> **Instructions to follow**: Retype the whole listing that follows so that it matches the original exactly.
□ □ □ □ □
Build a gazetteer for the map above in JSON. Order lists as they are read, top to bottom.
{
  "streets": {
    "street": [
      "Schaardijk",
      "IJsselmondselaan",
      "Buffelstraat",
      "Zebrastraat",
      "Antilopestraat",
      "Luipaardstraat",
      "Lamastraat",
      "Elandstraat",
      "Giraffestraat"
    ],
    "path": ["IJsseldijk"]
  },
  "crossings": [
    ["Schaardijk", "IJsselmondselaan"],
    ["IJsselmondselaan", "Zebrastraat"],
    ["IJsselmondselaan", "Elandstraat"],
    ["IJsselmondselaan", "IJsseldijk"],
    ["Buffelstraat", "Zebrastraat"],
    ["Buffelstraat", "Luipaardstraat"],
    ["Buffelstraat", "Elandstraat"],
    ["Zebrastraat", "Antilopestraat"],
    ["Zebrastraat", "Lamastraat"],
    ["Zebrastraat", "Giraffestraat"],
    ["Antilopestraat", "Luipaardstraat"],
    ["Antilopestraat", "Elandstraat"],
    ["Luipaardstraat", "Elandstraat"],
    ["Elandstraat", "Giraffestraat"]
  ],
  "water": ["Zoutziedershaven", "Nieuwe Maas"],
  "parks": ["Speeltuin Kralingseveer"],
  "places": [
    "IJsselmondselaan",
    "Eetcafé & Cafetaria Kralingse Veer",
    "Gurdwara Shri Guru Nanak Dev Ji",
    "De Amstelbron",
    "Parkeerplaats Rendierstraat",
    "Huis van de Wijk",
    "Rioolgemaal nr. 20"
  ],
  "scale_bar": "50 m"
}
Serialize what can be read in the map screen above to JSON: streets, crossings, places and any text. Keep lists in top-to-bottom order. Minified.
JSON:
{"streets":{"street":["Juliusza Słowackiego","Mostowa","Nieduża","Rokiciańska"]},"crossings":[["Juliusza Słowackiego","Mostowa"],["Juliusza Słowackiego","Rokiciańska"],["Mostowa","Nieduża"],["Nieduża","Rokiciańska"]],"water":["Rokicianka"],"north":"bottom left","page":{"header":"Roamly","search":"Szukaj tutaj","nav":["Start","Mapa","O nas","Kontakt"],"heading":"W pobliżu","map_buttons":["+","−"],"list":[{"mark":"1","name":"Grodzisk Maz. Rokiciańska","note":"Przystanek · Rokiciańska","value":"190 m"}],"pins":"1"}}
□ □ □ □ □
> **Solution below**:
Build a gazetteer for the map above in JSON. Order lists as they are read, top to bottom.
{
  "streets": {
    "street": [
      "Schaardijk",
      "IJsselmondselaan",
      "Buffelstraat",
      "Zebrastraat",
      "Antilopestraat",
      "Luipaardstraat",
      "Lamastraat",
      "Elandstraat",
      "Giraffestraat"
    ],
    "path": ["IJsseldijk"]
  },
  "crossings": [
    ["Schaardijk", "IJsselmondselaan"],
    ["IJsselmondselaan", "Zebrastraat"],
    ["IJsselmondselaan", "Elandstraat"],
    ["IJsselmondselaan", "IJsseldijk"],
    ["Buffelstraat", "Zebrastraat"],
    ["Buffelstraat", "Luipaardstraat"],
    ["Buffelstraat", "Elandstraat"],
    ["Zebrastraat", "Antilopestraat"],
    ["Zebrastraat", "Lamastraat"],
    ["Zebrastraat", "Giraffestraat"],
    ["Antilopestraat", "Luipaardstraat"],
    ["Antilopestraat", "Elandstraat"],
    ["Luipaardstraat", "Elandstraat"],
    ["Elandstraat", "Giraffestraat"]
  ],
  "water": ["Zoutziedershaven", "Nieuwe Maas"],
  "parks": ["Speeltuin Kralingseveer"],
  "places": [
    "IJsselmondselaan",
    "Eetcafé & Cafetaria Kralingse Veer",
    "Gurdwara Shri Guru Nanak Dev Ji",
    "De Amstelbron",
    "Parkeerplaats Rendierstraat",
    "Huis van de Wijk",
    "Rioolgemaal nr. 20"
  ],
  "scale_bar": "50 m"
}
Serialize what can be read in the map screen above to JSON: streets, crossings, places and any text. Keep lists in top-to-bottom order. Minified.
JSON:
{"streets":{"street":["Juliusza Słowackiego","Mostowa","Nieduża","Rokiciańska"]},"crossings":[["Juliusza Słowackiego","Mostowa"],["Juliusza Słowackiego","Rokiciańska"],["Mostowa","Nieduża"],["Nieduża","Rokiciańska"]],"water":["Rokicianka"],"north":"bottom left","page":{"header":"Roamly","search":"Szukaj tutaj","nav":["Start","Mapa","O nas","Kontakt"],"heading":"W pobliżu","map_buttons":["+","−"],"list":[{"mark":"1","name":"Grodzisk Maz. Rokiciańska","note":"Przystanek · Rokiciańska","value":"190 m"}],"pins":"1"}}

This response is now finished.